The data driver 105 receives an image data signal from the controller 102 to perform pulse width modulation, and then adjusts and outputs a voltage level.

In the pixel unit 106, a plurality of data lines (gate electrodes or cathode electrodes) and a plurality of scan lines (gate electrodes or cathode electrodes) cross each other, and pixels (not shown) are formed at each intersection. The pixel includes a gate electrode and a cathode electrode, and receives a data signal and a scan signal through the data line and the scan line. Here, the plurality of pixel rows are sequentially selected by the scan signal input through the scan line, and the data signal is transferred to the pixel row selected by the scan signal through the data line to emit light from the pixels to form an image.

2 is a diagram schematically illustrating a configuration of the data driver of FIG. 1. As shown therein, the data driver 105 includes a serial-parallel data converter 201 which receives an image data signal input to the controller 102 and converts the image data signal into a parallel data signal; A pulse width modulator 202 which receives the parallel image data signal and the count clock converted by the serial-parallel data converter 201 and pulse-width modulates and outputs them; And a level converter 203 for adjusting and outputting a voltage level of the signal output from the pulse width modulator 202.
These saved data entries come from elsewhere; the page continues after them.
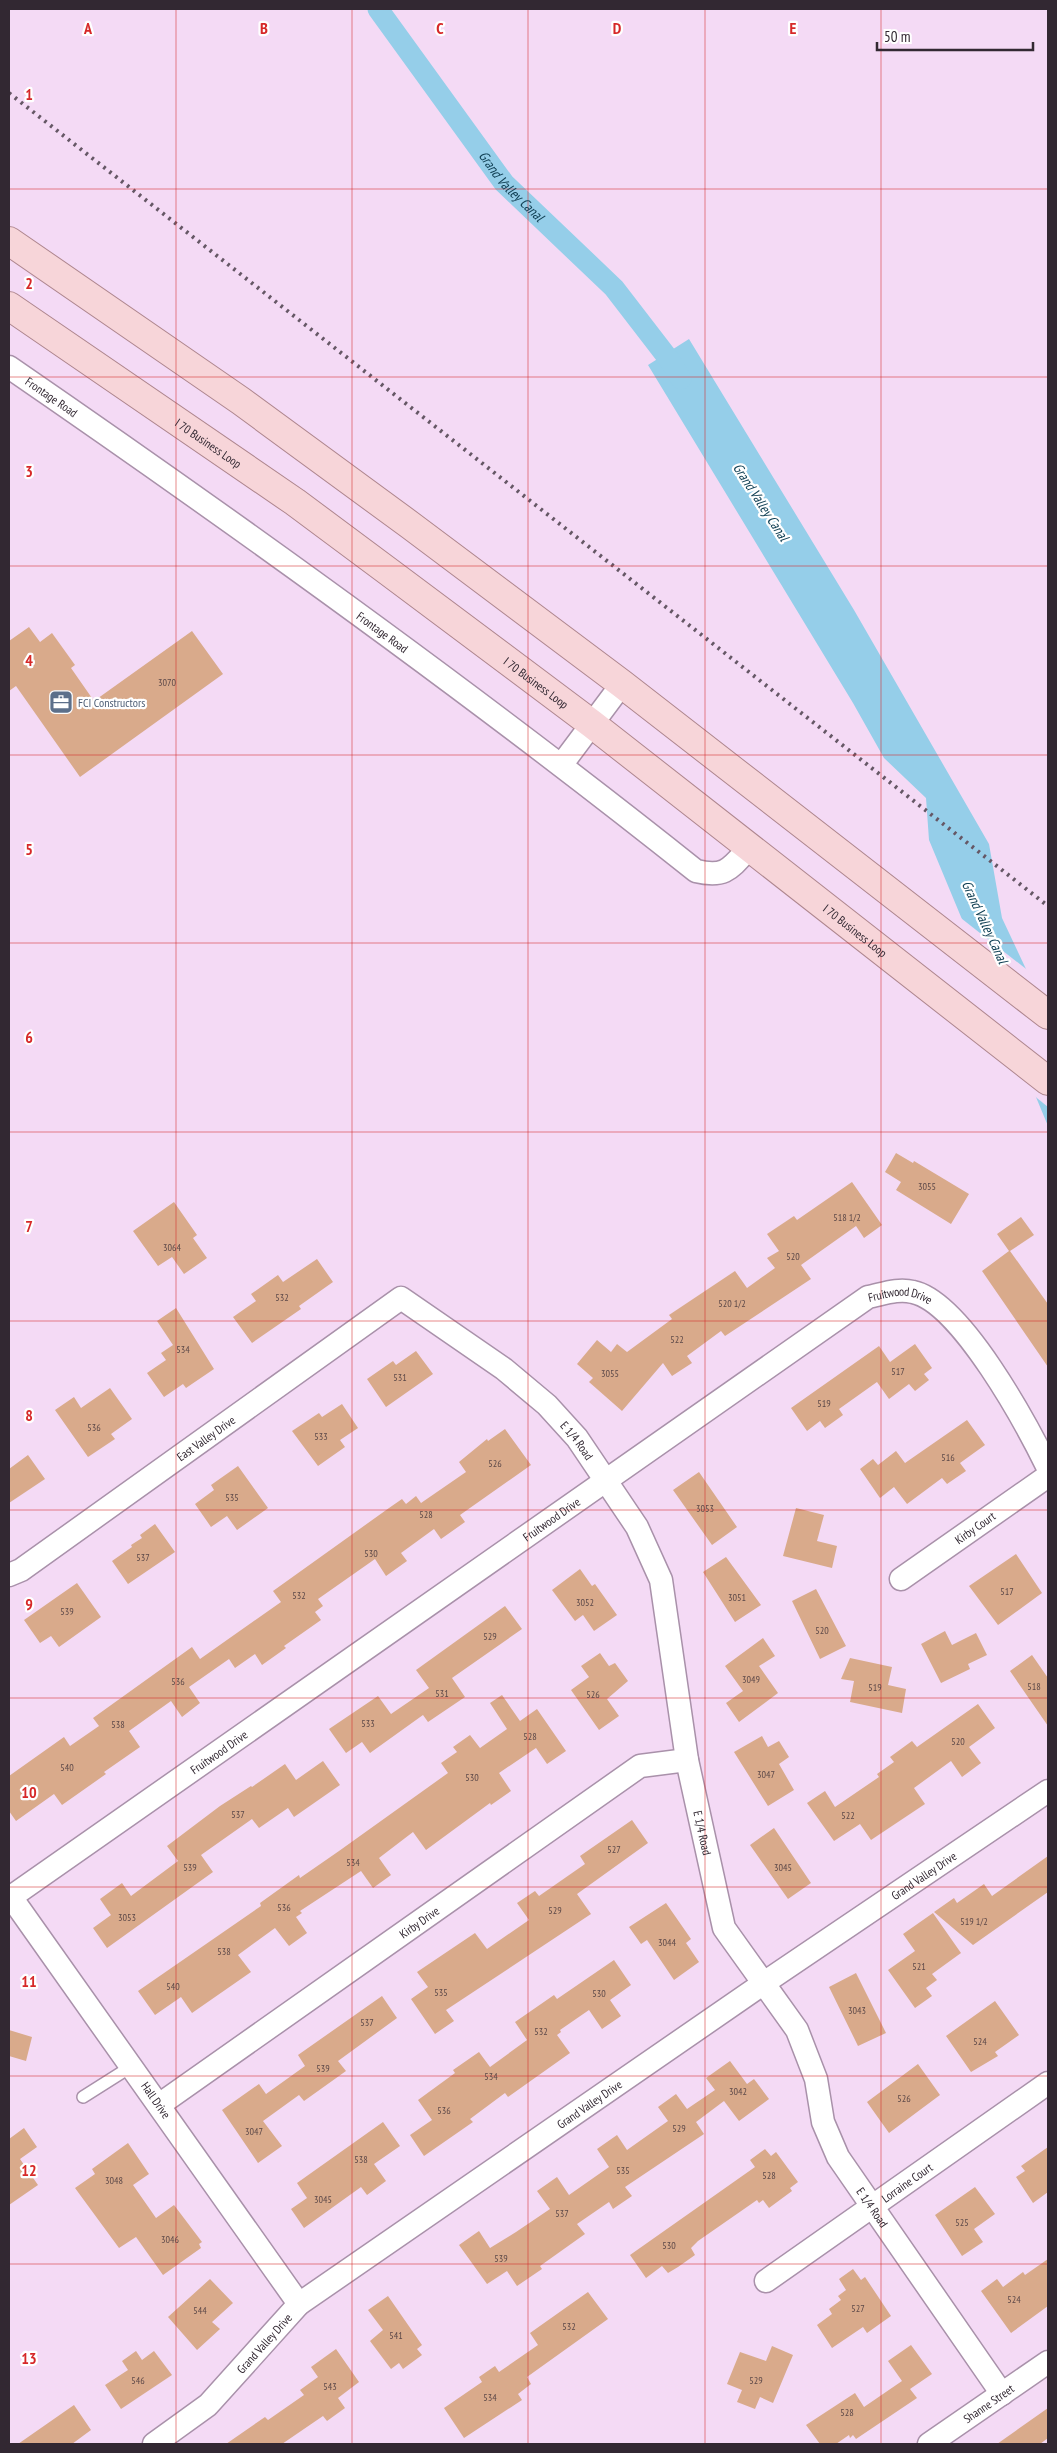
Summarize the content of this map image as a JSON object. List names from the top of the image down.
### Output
{
  "streets": {
    "main road": ["I 70 Business Loop"],
    "street": [
      "Frontage Road",
      "Fruitwood Drive",
      "East Valley Drive",
      "E 1/4 Road",
      "Kirby Court",
      "Grand Valley Drive",
      "Kirby Drive",
      "Hall Drive",
      "Lorraine Court",
      "Shanne Street"
    ]
  },
  "crossings": [
    ["Frontage Road", "I 70 Business Loop"],
    ["Fruitwood Drive", "E 1/4 Road"],
    ["Fruitwood Drive", "Hall Drive"],
    ["East Valley Drive", "E 1/4 Road"],
    ["E 1/4 Road", "Grand Valley Drive"],
    ["E 1/4 Road", "Kirby Drive"],
    ["E 1/4 Road", "Lorraine Court"],
    ["E 1/4 Road", "Shanne Street"],
    ["Grand Valley Drive", "Hall Drive"],
    ["Kirby Drive", "Hall Drive"]
  ],
  "water": ["Grand Valley Canal"],
  "places": {
    "office": ["FCI Constructors"]
  },
  "house_numbers": [
    "3070",
    "3055",
    "518 1/2",
    "3064",
    "520",
    "532",
    "520 1/2",
    "522",
    "534",
    "517",
    "3055",
    "531",
    "519",
    "536",
    "533",
    "516",
    "526",
    "535",
    "3053",
    "528",
    "530",
    "537",
    "517",
    "532",
    "3051",
    "3052",
    "539",
    "520",
    "529",
    "3049",
    "536",
    "518",
    "519",
    "531",
    "526",
    "533",
    "538",
    "528",
    "520",
    "540",
    "3047",
    "530",
    "537",
    "522",
    "527",
    "534",
    "539",
    "3045",
    "536",
    "529",
    "3053",
    "519 1/2",
    "3044",
    "538",
    "521",
    "540",
    "535",
    "530",
    "3043",
    "537",
    "532",
    "524",
    "539",
    "534",
    "3042",
    "526",
    "536",
    "529",
    "3047",
    "538",
    "535",
    "528",
    "3048",
    "3045",
    "537",
    "525",
    "3046",
    "530",
    "539",
    "524",
    "527",
    "544",
    "532",
    "541",
    "546",
    "529",
    "543",
    "534",
    "528"
  ],
  "scale_bar": "50 m",
  "grid": {
    "columns": [
      "A",
      "B",
      "C",
      "D",
      "E"
    ],
    "rows": [
      "1",
      "2",
      "3",
      "4",
      "5",
      "6",
      "7",
      "8",
      "9",
      "10",
      "11",
      "12",
      "13"
    ]
  }
}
The serial-parallel converter 201 receives an image data signal in series from the controller 102 and converts the image data signal into a parallel signal to apply the image data signal to the data line of the pixel unit 106.

The pulse width modulator 202 generates a pulse width modulated signal by matching the parallel image data signal to a pulse width modulated frequency clock signal. That is, the controller 102 receives the converted pulse width modulation and on time based on the pulse width modulation clock conversion index and the on time conversion index generated by the controller 102, respectively.
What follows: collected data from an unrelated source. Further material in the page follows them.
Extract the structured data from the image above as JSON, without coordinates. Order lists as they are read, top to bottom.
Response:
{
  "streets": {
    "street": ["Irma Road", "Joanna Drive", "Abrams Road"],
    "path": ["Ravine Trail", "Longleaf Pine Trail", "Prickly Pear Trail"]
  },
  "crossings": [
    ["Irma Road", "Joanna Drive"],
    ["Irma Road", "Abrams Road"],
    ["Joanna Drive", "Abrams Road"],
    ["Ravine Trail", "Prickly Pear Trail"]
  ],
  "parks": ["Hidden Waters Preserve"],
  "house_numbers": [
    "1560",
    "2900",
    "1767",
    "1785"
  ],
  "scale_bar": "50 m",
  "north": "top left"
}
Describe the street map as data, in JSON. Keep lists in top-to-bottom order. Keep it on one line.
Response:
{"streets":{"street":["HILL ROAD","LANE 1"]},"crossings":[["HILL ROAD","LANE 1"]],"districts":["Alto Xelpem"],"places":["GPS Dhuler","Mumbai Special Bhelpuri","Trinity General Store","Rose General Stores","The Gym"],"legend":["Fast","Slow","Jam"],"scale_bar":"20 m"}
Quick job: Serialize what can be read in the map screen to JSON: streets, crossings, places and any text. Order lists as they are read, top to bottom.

The level converting unit 203 adjusts and outputs a voltage level of an image data signal output as a voltage forming unit for applying to the data electrode of the pixel unit 106.

Meanwhile, the scan driver 104 applies a low or high signal to each scan line (not shown) for each specific row of the pixel unit 106 to select a specific row for a predetermined period.
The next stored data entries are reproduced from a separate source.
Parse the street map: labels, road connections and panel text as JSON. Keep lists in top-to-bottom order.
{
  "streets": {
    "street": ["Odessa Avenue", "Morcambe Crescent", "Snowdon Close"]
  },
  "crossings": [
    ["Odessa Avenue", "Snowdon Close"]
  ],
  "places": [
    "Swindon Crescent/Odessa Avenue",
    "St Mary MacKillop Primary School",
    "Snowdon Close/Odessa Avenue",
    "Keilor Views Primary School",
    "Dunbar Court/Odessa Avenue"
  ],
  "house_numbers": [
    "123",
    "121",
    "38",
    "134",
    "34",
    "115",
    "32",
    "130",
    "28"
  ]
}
3 is a diagram schematically illustrating an example of a structure of the pixel unit of FIG. 1.

Referring to FIG. 2, the pixel portion 106 includes an electron emission substrate 320 and an image forming substrate 130. In addition, the spacer 340 may be further included to maintain a constant distance between the electron emission substrate 320 and the image forming substrate 330.

The electron emission substrate 320 is a substrate that emits electrons in response to the voltage between the cathode electrode 322 and the gate electrode 324. The back substrate 321, the cathode electrode 322, the insulating layer 323, and the gate are provided. The electrode 324 and the electron emission part 325 are provided.

The back substrate 321 may be, for example, a glass or silicon substrate, and a transparent substrate such as a glass substrate is preferable when the back substrate 321 is formed by back exposure using a carbon nanotube (CNT) paste as the electron emission unit 325. .

The cathode electrode 322 may be formed in a stripe shape on the rear substrate. The cathode electrode 322 is supplied with a data signal or a scan signal applied from the data driver or the scan driver. The cathode electrode 322 may be a conductor and may be a transparent conductor such as indium tin oxide (ITO), for the same reason as the back substrate 321.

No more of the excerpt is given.